Art Works: How Art is Work
2010, Number 1
About this issue:
Depending on your lens, art is many things: transformative, evocative, beautiful, provocative. Behind these great artistic performances and exhibitions you experience, however, a great deal of hard work is going on. Dance steps must be learned and perfected, canvas must be purchased and stretched before being painted, symphonies must be written and then scored into parts for each instrumentalist. On a more practical level, babysitters must be arranged to free up time to work in the studio, grants must be submitted or a full-time job attended in order to pay for supplies, sets must be built, hotels and rehearsal space must be secured for visiting artists. When we take in the ballet, the photograph, the poem, we are seeing only the finished product. This issue of NEA Arts will look at all the steps leading up to that final product, the work behind the artwork.

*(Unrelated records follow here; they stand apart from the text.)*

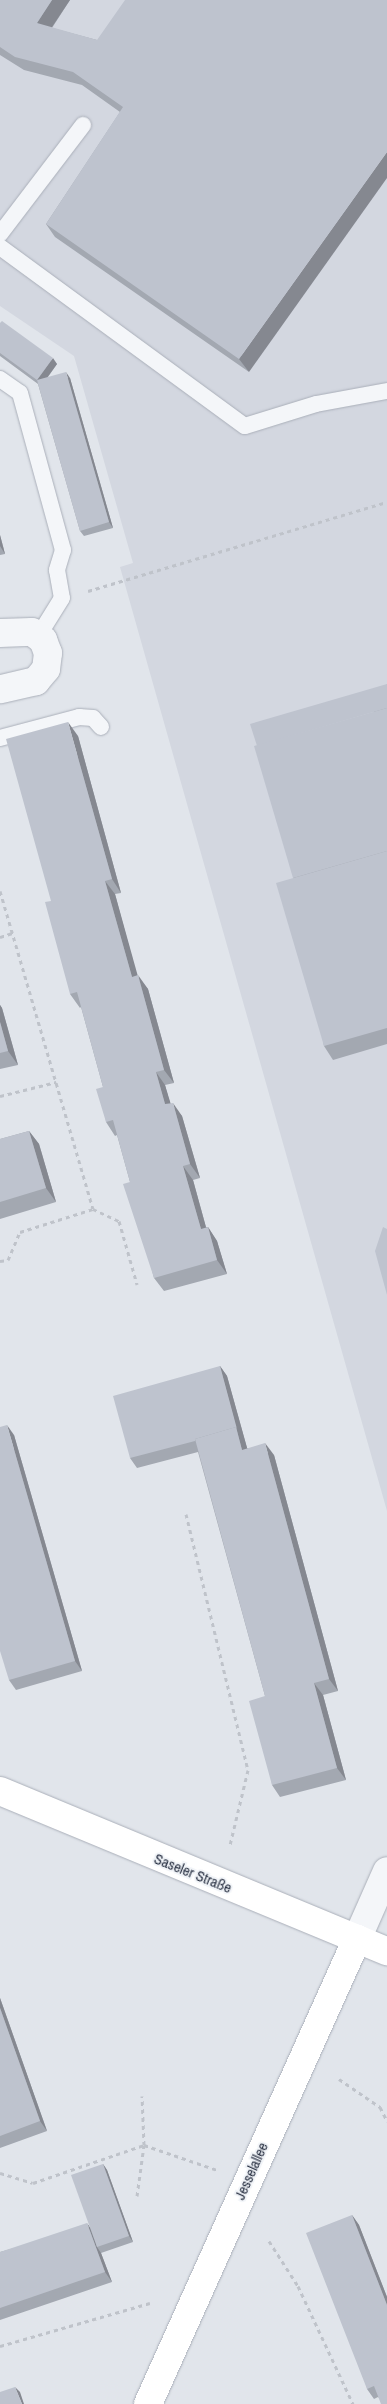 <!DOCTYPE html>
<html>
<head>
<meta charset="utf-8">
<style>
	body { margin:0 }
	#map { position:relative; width:387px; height:2404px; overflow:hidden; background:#e1e5eb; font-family:"Archivo Narrow",sans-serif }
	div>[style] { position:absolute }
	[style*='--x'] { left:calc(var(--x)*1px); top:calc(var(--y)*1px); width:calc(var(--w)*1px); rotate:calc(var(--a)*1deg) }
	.built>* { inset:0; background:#d3d7e0 }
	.path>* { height:3px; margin-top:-1.5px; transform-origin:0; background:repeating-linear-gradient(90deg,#bfc3ca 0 4px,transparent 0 8px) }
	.roads { filter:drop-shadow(0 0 1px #aaafb9) drop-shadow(0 0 1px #aaafb9) }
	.lane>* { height:16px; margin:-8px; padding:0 8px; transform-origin:8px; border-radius:8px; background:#f4f6f9 }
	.street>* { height:28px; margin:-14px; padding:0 14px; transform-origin:14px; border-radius:14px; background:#f4f6f9 }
	.secondary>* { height:28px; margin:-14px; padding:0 14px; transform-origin:14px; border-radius:14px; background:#fff }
	.wall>* { inset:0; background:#a3a8b1 }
	.shaded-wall>* { inset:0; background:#858890 }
	.building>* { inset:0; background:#bec3ce }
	span { translate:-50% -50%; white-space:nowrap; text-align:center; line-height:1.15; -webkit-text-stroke:4px #f1f4f8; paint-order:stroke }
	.street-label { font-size:15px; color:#293143 }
</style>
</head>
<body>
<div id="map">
	<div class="built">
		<div style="clip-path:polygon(0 0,387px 0,387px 1511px,120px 567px,133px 563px,74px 356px,0 306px)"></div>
	</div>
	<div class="path">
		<div style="--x:88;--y:591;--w:312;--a:-16.6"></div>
		<div style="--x:0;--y:891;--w:331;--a:73.7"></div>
		<div style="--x:0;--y:937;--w:13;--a:-18"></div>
		<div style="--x:0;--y:1096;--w:58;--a:-14"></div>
		<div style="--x:0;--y:1261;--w:8;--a:-7"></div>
		<div style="--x:8;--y:1260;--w:30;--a:-67"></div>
		<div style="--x:20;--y:1232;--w:77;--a:-17.5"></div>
		<div style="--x:93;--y:1209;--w:29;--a:25"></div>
		<div style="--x:119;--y:1221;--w:66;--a:74.1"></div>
		<div style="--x:186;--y:1514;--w:263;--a:76.4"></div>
		<div style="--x:248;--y:1770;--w:77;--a:103.5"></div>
		<div style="--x:339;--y:2079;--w:50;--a:34.3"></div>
		<div style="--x:380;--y:2107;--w:16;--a:63"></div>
		<div style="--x:0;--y:2173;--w:34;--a:17"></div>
		<div style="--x:33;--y:2183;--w:117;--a:-18.9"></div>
		<div style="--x:144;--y:2145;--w:77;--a:18.9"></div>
		<div style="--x:137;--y:2196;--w:51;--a:-82.2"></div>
		<div style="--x:144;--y:2145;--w:49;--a:-92.3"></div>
		<div style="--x:269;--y:2241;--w:54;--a:57.2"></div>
		<div style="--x:298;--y:2286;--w:130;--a:65"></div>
		<div style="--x:0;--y:2346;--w:156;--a:-16"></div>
	</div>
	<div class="roads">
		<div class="lane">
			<div style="--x:0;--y:234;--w:137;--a:-52.7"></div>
			<div style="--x:0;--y:247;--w:303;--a:36.2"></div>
			<div style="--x:245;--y:426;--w:74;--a:-17.2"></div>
			<div style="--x:316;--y:404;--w:72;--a:-10.4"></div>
			<div style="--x:0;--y:379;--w:24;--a:35"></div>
			<div style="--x:20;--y:393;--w:163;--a:74.7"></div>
			<div style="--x:63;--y:550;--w:21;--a:107"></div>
			<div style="--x:57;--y:570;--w:28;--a:80"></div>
			<div style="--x:62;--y:598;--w:44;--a:121.9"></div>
			<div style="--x:0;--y:738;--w:82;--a:-14.9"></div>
			<div style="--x:79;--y:717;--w:14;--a:4"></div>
			<div style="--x:93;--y:718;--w:12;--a:48"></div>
		</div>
		<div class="street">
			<div style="--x:0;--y:633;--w:32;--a:-2"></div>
			<div style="--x:32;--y:632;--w:14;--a:36"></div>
			<div style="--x:43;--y:640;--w:14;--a:69"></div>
			<div style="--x:48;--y:653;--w:16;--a:97"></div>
			<div style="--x:46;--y:669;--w:16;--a:130"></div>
			<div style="--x:36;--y:681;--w:37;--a:167"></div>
			<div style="--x:357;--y:1939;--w:74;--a:-66.2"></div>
		</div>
		<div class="secondary">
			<div style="--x:0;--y:1791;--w:419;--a:22.5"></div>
			<div style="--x:148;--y:2404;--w:510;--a:-65.8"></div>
		</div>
	</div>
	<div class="wall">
		<div style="clip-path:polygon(0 0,70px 0,52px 28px,97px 40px,249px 372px,55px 237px,46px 224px,120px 112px,82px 85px,24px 70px,0 55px)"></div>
		<div style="clip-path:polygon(0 323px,57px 364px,48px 377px,70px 378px,113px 528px,84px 536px,80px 531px,38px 384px,0 356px)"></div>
		<div style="clip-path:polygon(0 535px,5px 554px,0 555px)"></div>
		<div style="clip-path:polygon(387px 684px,387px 1044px,333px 1060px,324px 1046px,293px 878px)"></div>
		<div style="clip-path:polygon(78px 736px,121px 893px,115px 894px,137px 976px,148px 989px,174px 1083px,165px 1085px,170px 1103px,182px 1116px,200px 1178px,193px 1180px,206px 1227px,208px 1227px,217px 1241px,227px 1274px,164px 1291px,154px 1278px,130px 1182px,117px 1135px,115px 1136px,106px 1122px,103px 1087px,81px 1007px,80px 1008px,70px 994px)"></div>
		<div style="clip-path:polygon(0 1005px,2px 1008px,18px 1065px,0 1069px)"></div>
		<div style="clip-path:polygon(29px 1131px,39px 1144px,56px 1202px,0 1219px,0 1139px)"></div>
		<div style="clip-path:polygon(220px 1366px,227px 1376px,247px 1448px,274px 1455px,338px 1691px,323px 1695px,346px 1780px,280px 1797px,272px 1785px,265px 1696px,198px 1452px,137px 1468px,130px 1458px)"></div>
		<div style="clip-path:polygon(14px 1435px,82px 1671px,16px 1690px,9px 1680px)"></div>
		<div style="clip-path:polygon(0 1998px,47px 2131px,0 2148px)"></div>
		<div style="clip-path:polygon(103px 2164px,107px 2170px,133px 2242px,101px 2253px,112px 2282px,0 2320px,0 2252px,90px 2227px)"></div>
		<div style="clip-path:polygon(352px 2215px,359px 2225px,387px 2297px,387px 2404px,378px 2397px,374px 2399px,367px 2389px)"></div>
	</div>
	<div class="shaded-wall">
		<div style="clip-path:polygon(52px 0,70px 0,46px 36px,37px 23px)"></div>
		<div style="clip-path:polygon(387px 152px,387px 178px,249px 372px,239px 359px)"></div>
		<div style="clip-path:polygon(53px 358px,57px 364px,41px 386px,37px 380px)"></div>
		<div style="clip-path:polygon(66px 372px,70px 378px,113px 528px,109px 522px)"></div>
		<div style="clip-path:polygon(0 535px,5px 554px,0 546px)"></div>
		<div style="clip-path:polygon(68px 722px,78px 736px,121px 893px,112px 879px)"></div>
		<div style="clip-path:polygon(105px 881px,115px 894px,142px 991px,132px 977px)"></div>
		<div style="clip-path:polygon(138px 975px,148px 989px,174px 1083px,164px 1070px)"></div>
		<div style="clip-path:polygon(0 1005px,2px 1008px,18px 1065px,8px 1051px,0 1022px)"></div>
		<div style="clip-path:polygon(156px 1072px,165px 1085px,175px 1118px,165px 1104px)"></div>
		<div style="clip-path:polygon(173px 1103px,182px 1116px,200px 1178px,190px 1164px)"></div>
		<div style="clip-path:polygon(29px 1131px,39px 1144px,56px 1202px,46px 1188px)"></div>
		<div style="clip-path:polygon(183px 1166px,193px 1180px,210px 1242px,201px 1229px)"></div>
		<div style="clip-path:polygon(208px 1227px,217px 1241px,227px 1274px,217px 1260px)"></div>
		<div style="clip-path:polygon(220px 1366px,227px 1376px,251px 1462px,242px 1450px)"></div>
		<div style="clip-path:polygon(7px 1425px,14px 1435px,82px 1671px,75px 1661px)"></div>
		<div style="clip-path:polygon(265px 1443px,274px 1455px,338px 1691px,329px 1679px)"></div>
		<div style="clip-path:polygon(314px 1683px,323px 1695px,346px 1780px,337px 1768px)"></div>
		<div style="clip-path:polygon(0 1998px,47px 2131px,40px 2121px,0 2008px)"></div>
		<div style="clip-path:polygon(103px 2164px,107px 2170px,133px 2242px,129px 2236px)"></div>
		<div style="clip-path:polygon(352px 2215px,359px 2225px,387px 2297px,387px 2305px)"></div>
		<div style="clip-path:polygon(87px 2223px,94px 2233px,97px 2247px,101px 2253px,112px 2282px,105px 2272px)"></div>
		<div style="clip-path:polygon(15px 2387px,20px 2392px,24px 2404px,22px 2404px)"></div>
	</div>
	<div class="building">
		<div style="clip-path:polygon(0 0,52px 0,37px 23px,97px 40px,125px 0,387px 0,387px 152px,239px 359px,46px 224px,123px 107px,73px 72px,15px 57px,0 47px)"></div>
		<div style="clip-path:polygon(2px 321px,53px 358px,37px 380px,0 353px,0 323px)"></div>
		<div style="clip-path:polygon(66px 372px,109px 522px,80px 531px,37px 380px)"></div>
		<div style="clip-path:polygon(387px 684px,387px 708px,257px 746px,250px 724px)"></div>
		<div style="clip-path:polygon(387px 708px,387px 851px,293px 878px,254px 746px)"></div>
		<div style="clip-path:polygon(68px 722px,112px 879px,105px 881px,132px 977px,138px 975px,164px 1070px,156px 1072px,165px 1104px,173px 1103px,190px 1164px,183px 1166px,201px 1229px,208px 1227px,217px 1260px,154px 1278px,123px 1184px,130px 1182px,113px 1120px,106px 1122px,96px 1089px,103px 1087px,77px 992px,70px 994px,45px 902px,51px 901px,6px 739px)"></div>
		<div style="clip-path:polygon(387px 851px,387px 1028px,324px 1046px,276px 883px)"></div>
		<div style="clip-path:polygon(0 1022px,8px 1051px,0 1053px)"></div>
		<div style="clip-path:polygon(29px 1131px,46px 1188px,0 1202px,0 1139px)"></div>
		<div style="clip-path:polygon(383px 1227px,387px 1229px,387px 1295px,375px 1251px)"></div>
		<div style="clip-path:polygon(220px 1366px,237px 1429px,236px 1427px,195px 1439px,195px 1441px,130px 1458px,113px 1396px)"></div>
		<div style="clip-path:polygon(7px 1425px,75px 1661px,9px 1680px,0 1651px,0 1427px)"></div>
		<div style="clip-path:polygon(236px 1427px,242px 1450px,265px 1443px,329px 1679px,314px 1683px,337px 1768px,272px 1785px,249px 1701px,265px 1696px,195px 1439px)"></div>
		<div style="clip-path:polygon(0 2008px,40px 2121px,0 2136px)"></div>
		<div style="clip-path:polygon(103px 2164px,129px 2236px,97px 2247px,71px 2175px)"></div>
		<div style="clip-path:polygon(352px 2215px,387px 2305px,387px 2404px,381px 2404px,374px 2386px,367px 2389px,306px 2233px)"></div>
		<div style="clip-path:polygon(87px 2223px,105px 2272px,0 2308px,0 2252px)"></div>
		<div style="clip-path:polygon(15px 2387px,22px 2404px,0 2404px,0 2392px)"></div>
	</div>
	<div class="street-label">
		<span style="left:193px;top:1873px;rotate:22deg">Saseler Straße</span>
		<span style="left:251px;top:2171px;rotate:-66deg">Jesselallee</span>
	</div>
</div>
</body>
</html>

A couple of months ago, the NEA began the Art Works blog on our website where we keep track of Chairman Rocco Landesman’s travels around the country as part of the Art Works Tour, but also look at interesting examples of how art transforms communities. If you have an example you would like to share, or just want to comment on something you read there or in this issue, please join in the conversation on the blog.
Being executive director of a theater company doesn’t mean you get to sit back and watch others work, as Michael Cochran knows. At his theater—Market House Theatre in Paducah, Kentucky—Cochran does everything from working on the publicity to coordinating catering and concessions to maintaining plumbing and setting up lights, in addition to his artistic duties of selecting and directing the plays the company stages.